Une autre étude8 datant de 2016 portant sur un ensemble de 140 essais cliniques contrôlés concernant des traitements à base de cannabis aboutit aux mêmes conclusions en ce qui concerne leur efficacité en termes de gestion de la douleur, y compris neuropathique, de spasticité liée à la sclérose en plaques, et d’action antiémétique. Les données étudiées ici semblent indiquer que le cannabis pourrait également être efficace dans le traitement de la cachexie chez les patientes atteintes du cancer ou du VIH, mais aussi du syndrome de Gilles de la Tourette, de lésions de la moelle épinière, de la maladie de Crohn, du côlon irritable et du glaucome.
En ce qui concerne le traitement de l’épilepsie, et plus particulièrement de l’épilepsie infantile, une troisième revue systématique de la littérature9 a conclu que l’ajout de CBD aux traitements conventionnels réduisait significativement la fréquence des crises, notamment pour les syndromes de Dravet et de Lennox-Gastaut.

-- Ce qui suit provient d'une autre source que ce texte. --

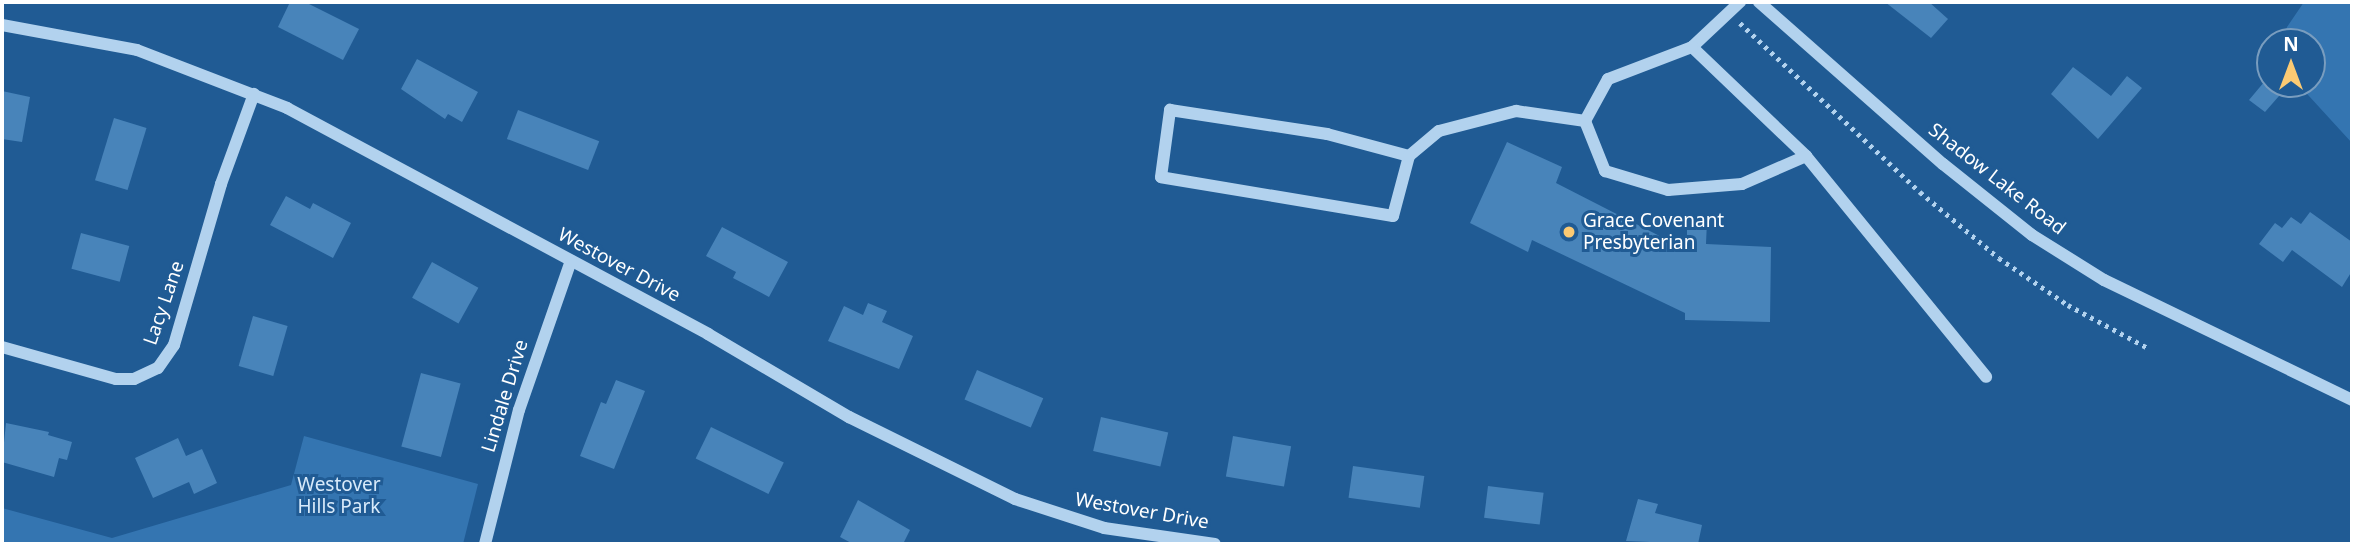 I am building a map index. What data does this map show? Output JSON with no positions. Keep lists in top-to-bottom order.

Dans une résolution du 13 février 201910, le Parlement européen reconnaît sans ambiguïté la plupart des usages thérapeutiques décrits ci-dessus, ainsi que plusieurs autres, dont notamment le soulagement des symptômes en cas d’inflammation ou d’infection bactérienne, la stimulation à la reconstruction osseuse, le traitement de la dépression, l’anxiété et le trouble de stress post-traumatique. La résolution mentionne qu’il existe des preuves sérieuses indiquant que le cannabis pourrait être efficace dans la réduction des symptômes de la maladie d’Alzheimer, de l’arthrite, de l’asthme, de certains cancers, des douleurs menstruelles et dans la diminution du risque de diabète et d’obésité.
Le Parlement encourage les États membres à mettre en place les démarches nécessaires pour garantir l’accès aux traitements à base de cannabis à toutes les patientes, soutenant que cela pourrait aider à améliorer leur quotidien. Le Parlement souligne également la nécessité d’autoriser les médecins à prescrire ce type de traitements, et de fournir au personnel médical une information fiable et objective sur ces questions.
Il importe de souligner que l’état actuel des connaissances scientifiques ne permet pas d’évaluer l’entièreté du potentiel thérapeutique des traitements à base de cannabis. Outre les nombreuses études scientifiques sur le sujet, il existe une multitude de témoignages de patients et de praticiennes qui rapportent une efficacité dans le cas de nombreuses affections qui n’ont pas été citées ci-dessus, notamment différents types d’épilepsie, la maladie de Parkinson, la sclérose latérale amyotrophique, la fibromyalgie, les migraines, l’hypertension, les troubles de l’attention (TDAH), différents symptômes psychiatriques, des maladies auto-immunes, des allergies, etc.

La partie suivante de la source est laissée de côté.